Gets the name of this benchmark.

public string BenchmarkName { get; }

Property Value

string

Description

Gets a description of what this benchmark measures.

public string Description { get; }

Property Value

string

TotalProblems

Gets the total number of problems in this benchmark.

public int TotalProblems { get; }

Property Value

int

Methods

EvaluateAsync(Func<string, Task<string>>, int?, CancellationToken)

Evaluates a reasoning strategy on this benchmark.

public Task<BenchmarkResult<T>> EvaluateAsync(Func<string, Task<string>> evaluateFunction, int? sampleSize = null, CancellationToken cancellationToken = default)

Parameters

evaluateFunction Func<string, Task<string>>

Function that takes a problem and returns an answer.

sampleSize int?

Number of problems to evaluate (null for all).

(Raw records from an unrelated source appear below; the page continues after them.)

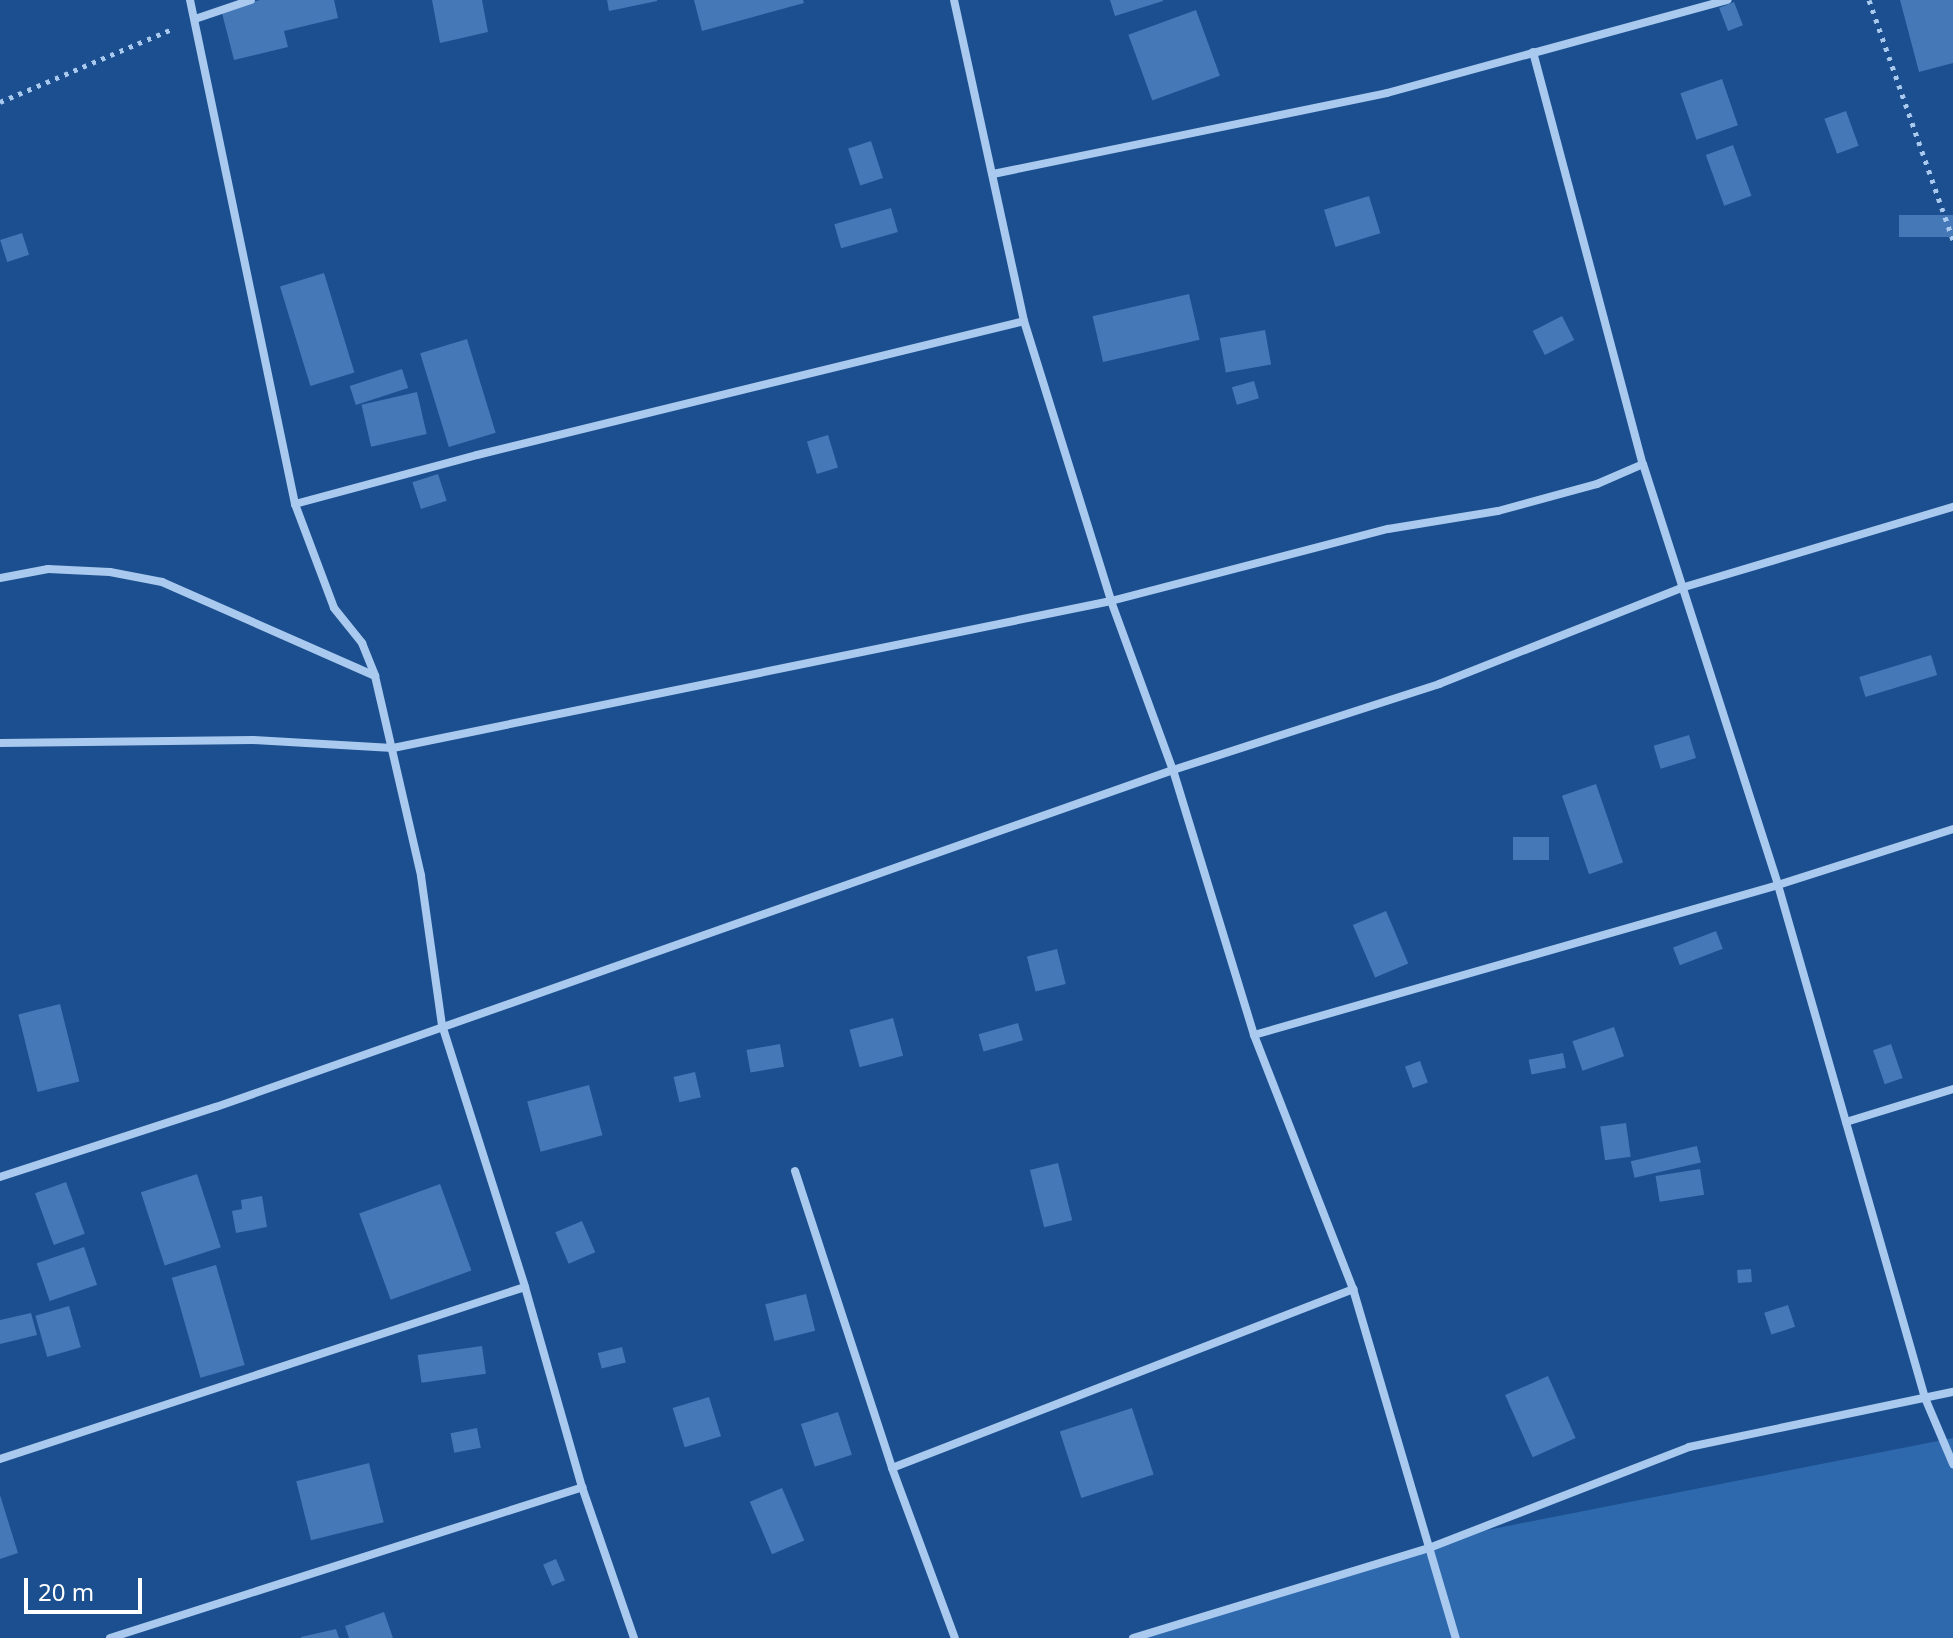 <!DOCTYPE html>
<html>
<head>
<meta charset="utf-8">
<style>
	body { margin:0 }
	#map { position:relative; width:1953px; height:1638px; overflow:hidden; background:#1b4f8f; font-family:"Noto Sans",sans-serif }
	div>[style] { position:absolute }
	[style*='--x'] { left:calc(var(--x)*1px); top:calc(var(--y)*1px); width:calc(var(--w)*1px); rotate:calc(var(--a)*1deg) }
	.green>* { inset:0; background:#2e69ad }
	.building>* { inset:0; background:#4478b7; transform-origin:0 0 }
	.path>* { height:5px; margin-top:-2.5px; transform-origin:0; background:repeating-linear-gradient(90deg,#a9c9ee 0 4px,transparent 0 10px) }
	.street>* { height:8px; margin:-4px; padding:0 4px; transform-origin:4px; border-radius:4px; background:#a9c9ee }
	span { translate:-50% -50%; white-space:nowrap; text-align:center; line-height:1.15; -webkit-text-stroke:7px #1b4f8f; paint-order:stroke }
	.scale { position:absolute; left:24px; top:1578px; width:118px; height:36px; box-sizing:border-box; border:4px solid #fff; border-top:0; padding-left:10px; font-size:24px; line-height:28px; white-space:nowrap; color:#fff; -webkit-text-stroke:6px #1b4f8f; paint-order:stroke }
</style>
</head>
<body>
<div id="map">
	<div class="green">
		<div style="clip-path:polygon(1953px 1438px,1953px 1638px,1130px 1638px,1462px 1535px)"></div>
	</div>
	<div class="building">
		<div style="clip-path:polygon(260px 0,334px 0,338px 18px,284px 31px,288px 47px,234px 60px,221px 9px)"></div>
		<div style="clip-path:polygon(432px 0,482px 0,488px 32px,440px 43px)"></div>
		<div style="clip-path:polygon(607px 0,657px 0,657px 1px,609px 11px)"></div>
		<div style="clip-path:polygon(694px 0,803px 0,804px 3px,702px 31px)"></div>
		<div style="clip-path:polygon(1110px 0,1163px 0,1163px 1px,1115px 16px)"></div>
		<div style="clip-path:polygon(1900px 0,1953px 0,1953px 63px,1919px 72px)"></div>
		<div style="left:1734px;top:2px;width:25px;height:16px;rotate:69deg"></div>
		<div style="left:1196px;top:10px;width:70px;height:72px;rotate:70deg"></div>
		<div style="left:1722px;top:79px;width:49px;height:44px;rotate:71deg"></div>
		<div style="left:1846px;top:111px;width:37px;height:23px;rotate:70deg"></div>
		<div style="left:871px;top:141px;width:39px;height:24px;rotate:72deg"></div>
		<div style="left:1733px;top:145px;width:54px;height:29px;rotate:70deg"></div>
		<div style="left:1369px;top:196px;width:39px;height:47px;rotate:73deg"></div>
		<div style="left:891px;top:208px;width:25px;height:59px;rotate:74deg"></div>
		<div style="left:1953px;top:215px;width:22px;height:54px;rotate:90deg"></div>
		<div style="left:22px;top:233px;width:23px;height:23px;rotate:72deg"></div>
		<div style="left:324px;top:273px;width:104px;height:46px;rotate:73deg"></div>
		<div style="left:1189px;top:294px;width:47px;height:99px;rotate:77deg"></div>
		<div style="left:1562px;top:316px;width:27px;height:33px;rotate:63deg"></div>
		<div style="left:1265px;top:330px;width:35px;height:46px;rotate:80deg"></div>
		<div style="left:467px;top:339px;width:98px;height:49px;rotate:73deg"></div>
		<div style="left:402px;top:369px;width:20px;height:55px;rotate:72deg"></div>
		<div style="left:1254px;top:381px;width:18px;height:23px;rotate:74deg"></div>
		<div style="left:417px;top:392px;width:43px;height:57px;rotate:77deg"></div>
		<div style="left:828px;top:435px;width:34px;height:22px;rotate:73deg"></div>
		<div style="left:438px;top:474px;width:28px;height:27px;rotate:72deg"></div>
		<div style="left:1931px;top:655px;width:21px;height:75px;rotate:73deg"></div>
		<div style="left:1689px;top:735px;width:24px;height:37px;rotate:73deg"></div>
		<div style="left:1596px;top:784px;width:83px;height:36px;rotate:71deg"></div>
		<div style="left:1549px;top:837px;width:23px;height:36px;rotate:90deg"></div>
		<div style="left:1386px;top:911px;width:57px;height:36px;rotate:67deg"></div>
		<div style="left:1716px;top:931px;width:19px;height:46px;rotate:69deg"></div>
		<div style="left:1057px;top:949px;width:36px;height:31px;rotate:76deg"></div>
		<div style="left:60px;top:1004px;width:80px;height:43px;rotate:76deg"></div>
		<div style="left:893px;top:1018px;width:39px;height:45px;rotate:75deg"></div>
		<div style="left:1018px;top:1023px;width:18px;height:41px;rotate:74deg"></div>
		<div style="left:1614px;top:1027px;width:31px;height:44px;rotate:71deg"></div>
		<div style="left:780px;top:1044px;width:23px;height:34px;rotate:80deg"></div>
		<div style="left:1891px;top:1044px;width:36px;height:19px;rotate:71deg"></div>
		<div style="left:1563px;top:1053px;width:15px;height:35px;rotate:79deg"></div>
		<div style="left:1420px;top:1061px;width:23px;height:16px;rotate:70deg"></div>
		<div style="left:695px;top:1072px;width:26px;height:22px;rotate:77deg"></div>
		<div style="left:589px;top:1085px;width:52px;height:64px;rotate:75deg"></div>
		<div style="left:1626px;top:1123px;width:34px;height:26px;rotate:82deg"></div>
		<div style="left:1697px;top:1146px;width:17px;height:68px;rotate:77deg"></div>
		<div style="left:1058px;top:1163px;width:59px;height:29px;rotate:76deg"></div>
		<div style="left:1700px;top:1169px;width:26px;height:45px;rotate:81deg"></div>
		<div style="left:197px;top:1174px;width:77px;height:59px;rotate:72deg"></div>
		<div style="left:66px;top:1182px;width:55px;height:33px;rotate:70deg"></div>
		<div style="left:440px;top:1184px;width:92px;height:86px;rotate:70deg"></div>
		<div style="clip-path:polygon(262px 1196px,267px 1227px,236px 1233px,232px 1211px,242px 1209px,241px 1200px)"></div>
		<div style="left:582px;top:1221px;width:34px;height:29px;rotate:67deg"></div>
		<div style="left:84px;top:1247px;width:40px;height:50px;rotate:71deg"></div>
		<div style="left:216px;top:1265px;width:104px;height:46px;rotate:74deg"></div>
		<div style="left:1751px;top:1269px;width:13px;height:14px;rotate:86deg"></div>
		<div style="left:806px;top:1294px;width:38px;height:42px;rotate:76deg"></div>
		<div style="left:1788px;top:1305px;width:23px;height:25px;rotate:72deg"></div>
		<div style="left:69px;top:1306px;width:43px;height:35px;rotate:74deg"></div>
		<div style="clip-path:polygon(31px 1313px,37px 1335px,0 1344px,0 1320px)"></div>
		<div style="left:482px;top:1346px;width:28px;height:65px;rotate:82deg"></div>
		<div style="left:622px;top:1347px;width:16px;height:25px;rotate:76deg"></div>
		<div style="left:1548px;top:1376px;width:68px;height:47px;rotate:66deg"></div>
		<div style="left:709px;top:1397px;width:41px;height:38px;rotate:73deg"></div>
		<div style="left:1132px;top:1408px;width:70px;height:76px;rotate:72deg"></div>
		<div style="left:838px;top:1412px;width:45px;height:39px;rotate:72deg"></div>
		<div style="left:477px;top:1428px;width:20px;height:27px;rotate:79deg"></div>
		<div style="left:369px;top:1463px;width:61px;height:75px;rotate:76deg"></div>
		<div style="left:782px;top:1488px;width:57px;height:35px;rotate:67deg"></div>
		<div style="clip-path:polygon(0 1495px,18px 1553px,0 1559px)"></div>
		<div style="left:556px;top:1559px;width:23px;height:14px;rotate:67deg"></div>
		<div style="clip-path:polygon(384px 1612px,393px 1638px,349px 1638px,345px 1626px)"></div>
		<div style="clip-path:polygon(336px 1629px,339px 1638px,301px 1638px,301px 1637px)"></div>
	</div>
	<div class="path">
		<div style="--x:1869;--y:0;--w:254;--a:70.7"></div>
		<div style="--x:0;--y:102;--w:187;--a:-23"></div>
	</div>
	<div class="street">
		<div style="--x:190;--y:0;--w:515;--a:78.23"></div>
		<div style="--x:295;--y:504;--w:111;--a:69.4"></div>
		<div style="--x:334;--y:608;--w:45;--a:51.3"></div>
		<div style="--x:362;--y:643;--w:35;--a:68"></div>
		<div style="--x:375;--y:676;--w:205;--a:77"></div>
		<div style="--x:421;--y:876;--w:150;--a:82"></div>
		<div style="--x:442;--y:1025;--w:275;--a:72.4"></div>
		<div style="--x:525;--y:1287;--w:208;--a:74.1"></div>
		<div style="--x:582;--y:1487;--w:160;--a:71"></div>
		<div style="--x:954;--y:0;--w:329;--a:77.7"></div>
		<div style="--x:1024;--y:321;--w:293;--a:72.7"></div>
		<div style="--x:1111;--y:601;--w:180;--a:69.9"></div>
		<div style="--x:1173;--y:770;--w:277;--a:73"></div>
		<div style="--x:1254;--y:1035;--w:273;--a:68.7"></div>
		<div style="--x:1353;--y:1289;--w:364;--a:73.6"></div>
		<div style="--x:195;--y:19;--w:59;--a:-18.7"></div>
		<div style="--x:1533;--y:52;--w:426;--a:75.1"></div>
		<div style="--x:1643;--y:464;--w:442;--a:72.2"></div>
		<div style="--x:1778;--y:885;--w:534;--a:74.01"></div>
		<div style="--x:1925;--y:1398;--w:72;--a:67"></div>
		<div style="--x:993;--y:174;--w:402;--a:-11.6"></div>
		<div style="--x:1387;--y:93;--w:353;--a:-15.3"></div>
		<div style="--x:295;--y:504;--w:188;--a:-15.1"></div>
		<div style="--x:477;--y:455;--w:563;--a:-13.76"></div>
		<div style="--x:0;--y:578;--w:49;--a:-10.6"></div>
		<div style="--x:48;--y:569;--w:62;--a:2.8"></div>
		<div style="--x:110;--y:572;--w:53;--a:10.9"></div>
		<div style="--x:162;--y:582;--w:233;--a:23.8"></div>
		<div style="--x:0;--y:743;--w:253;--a:-0.7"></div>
		<div style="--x:253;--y:740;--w:140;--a:3.3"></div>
		<div style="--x:393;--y:748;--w:733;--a:-11.57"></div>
		<div style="--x:1111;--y:601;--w:286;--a:-14.6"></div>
		<div style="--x:1388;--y:529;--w:111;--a:-9.3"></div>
		<div style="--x:1498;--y:511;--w:103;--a:-15.3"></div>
		<div style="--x:1597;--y:484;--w:50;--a:-23.5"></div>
		<div style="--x:1254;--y:1035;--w:545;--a:-15.97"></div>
		<div style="--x:1778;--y:885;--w:184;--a:-17.7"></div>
		<div style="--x:1846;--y:1122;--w:112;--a:-17.1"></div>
		<div style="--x:795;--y:1171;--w:312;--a:71.9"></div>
		<div style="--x:892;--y:1468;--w:181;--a:69.7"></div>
		<div style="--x:0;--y:1177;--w:227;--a:-18"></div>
		<div style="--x:216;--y:1107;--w:1015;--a:-19.4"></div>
		<div style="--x:1173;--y:770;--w:280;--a:-17.9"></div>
		<div style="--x:1439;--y:684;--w:260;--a:-21.6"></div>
		<div style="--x:1681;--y:588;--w:284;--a:-16.6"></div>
		<div style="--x:0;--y:1459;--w:552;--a:-18.14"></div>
		<div style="--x:892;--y:1468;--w:495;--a:-21.2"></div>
		<div style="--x:110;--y:1638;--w:496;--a:-17.7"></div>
		<div style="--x:1133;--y:1638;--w:309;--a:-16.9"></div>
		<div style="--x:1429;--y:1548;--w:279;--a:-21.2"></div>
		<div style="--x:1689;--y:1447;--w:270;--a:-11.8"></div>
	</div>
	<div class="scale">20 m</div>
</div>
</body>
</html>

cancellationToken CancellationToken

Cancellation token.

Returns

Task<BenchmarkResult<T>>

Benchmark results with accuracy and detailed metrics.

Remarks

For Beginners: This runs the benchmark by: 1. Selecting problems (either all or a random sample) 2. Asking the reasoning system to solve each one 3. Comparing answers to the correct solutions 4. Calculating accuracy and other metrics

The evaluateFunction is your reasoning system - it takes a problem string and returns an answer string.

LoadProblemsAsync(int?)

Loads benchmark problems (for inspection or custom evaluation).

public Task<List<BenchmarkProblem>> LoadProblemsAsync(int? count = null)

Parameters

count int?

Number of problems to load (null for all).

Returns

Task<List<BenchmarkProblem>>

List of benchmark problems.

Remarks

For Beginners: Returns the actual problems and their correct answers so you can inspect them or run custom evaluations.